Insider and Outsider: Israel’s Demons in the New Millennium

As Israel consolidated its place in the Middle East, few anymore questioned its right to exist – but many questioned its right to exist within its expansionist borders; questioned also its treatment of those within its borders who were destined for all foreseeable future to be denied citizenship rights, that is the Palestinians living within Israel; and of course questioned the colonisation by settlers, patch by patch, of Palestinian land. But, insofar as those borders enclosed Palestinian populations – populations that expanded both by natural birth rate and by expulsion from Palestinian territory – the Israelis began to feel an internal dilemma that mirrored the dilemmas and threats they perceived externally. It led to a discourse of insecurity, the need for securitisation, and the sense of an existential threat to the nature of the Jewish person with a Jewish identity within the Jewish homeland that was the essence of the Jewish state. What if Palestinians came to outnumber, within the borders of Israel, the Jews? And what if, by sheer weight of numbers and cultural practice, including religious practice, the Jewish identity based on a Jewish culture began to change?
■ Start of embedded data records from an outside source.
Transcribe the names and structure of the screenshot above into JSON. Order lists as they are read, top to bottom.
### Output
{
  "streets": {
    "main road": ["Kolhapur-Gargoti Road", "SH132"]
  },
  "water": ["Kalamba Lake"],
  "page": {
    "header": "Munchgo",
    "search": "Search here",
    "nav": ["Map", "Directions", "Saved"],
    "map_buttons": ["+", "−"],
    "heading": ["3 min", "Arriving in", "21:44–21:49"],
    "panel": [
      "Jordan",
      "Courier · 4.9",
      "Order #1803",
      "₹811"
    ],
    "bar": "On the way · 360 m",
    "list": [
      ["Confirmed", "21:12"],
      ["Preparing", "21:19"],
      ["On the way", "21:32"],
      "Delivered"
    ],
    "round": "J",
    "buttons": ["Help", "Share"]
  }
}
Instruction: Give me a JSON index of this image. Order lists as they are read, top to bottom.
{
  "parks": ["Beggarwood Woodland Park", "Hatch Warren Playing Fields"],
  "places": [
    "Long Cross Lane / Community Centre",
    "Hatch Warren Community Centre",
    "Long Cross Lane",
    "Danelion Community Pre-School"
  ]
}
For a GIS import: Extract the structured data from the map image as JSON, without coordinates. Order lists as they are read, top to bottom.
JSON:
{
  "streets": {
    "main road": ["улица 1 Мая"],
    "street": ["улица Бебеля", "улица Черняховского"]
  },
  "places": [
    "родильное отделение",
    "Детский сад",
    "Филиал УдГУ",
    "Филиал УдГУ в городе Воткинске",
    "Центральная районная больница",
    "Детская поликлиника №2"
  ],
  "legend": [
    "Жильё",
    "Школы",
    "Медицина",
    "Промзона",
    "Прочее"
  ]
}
The analysis of the Jewish scholar, Uriel Abulof, superbly rendered, of the discourse of ‘deep securitisation’ over in particular Israel’s ‘demographic demon’, i.e. the size of the Palestinian population within Israel overtaking the size of the Jewish population, and how this is a genuine ‘existential threat’, is an example of excellent scholarship that blends theory with analysis. The theory of which he speaks essentially derives from the Copenhagen School of International Relations – which added to the English School’s concern for historical context an emphasis on discursive formations. There is a complication of course in the neatness of the theory’s approach: if the state may be discursively ‘constructed’ in Foucauldian terms, how does the state in turn play any determining role in constructing its citizens? What is the nature of the feedback loop? What are the characteristics of a virtuous circle when all manner of disruptions and jagged edges in fact interrupt this circle? In one article, these questions are not Abulof’s concern. What is his concern is a step-by-step analysis of Israeli discourse to do with the threat of Palestinian demographics. He is able to depict this as a very real threat, and one serious enough to be regarded as an existential threat: identity, the practice of identity, the security and assuredness of identity are imperilled. The importance of this was within living memory, in a land which declared its purpose was to retrieve Jewish identity from the butchery of the Holocaust and preceding centuries of European marginalisation – and this declaration, the formation of this state which was to do this, to do this within a homeland for the Jews where Jews and their identity would be secure at last, even if they had to fight for it. Within one lifetime, it had been threatened from without, and now it was threatened from within.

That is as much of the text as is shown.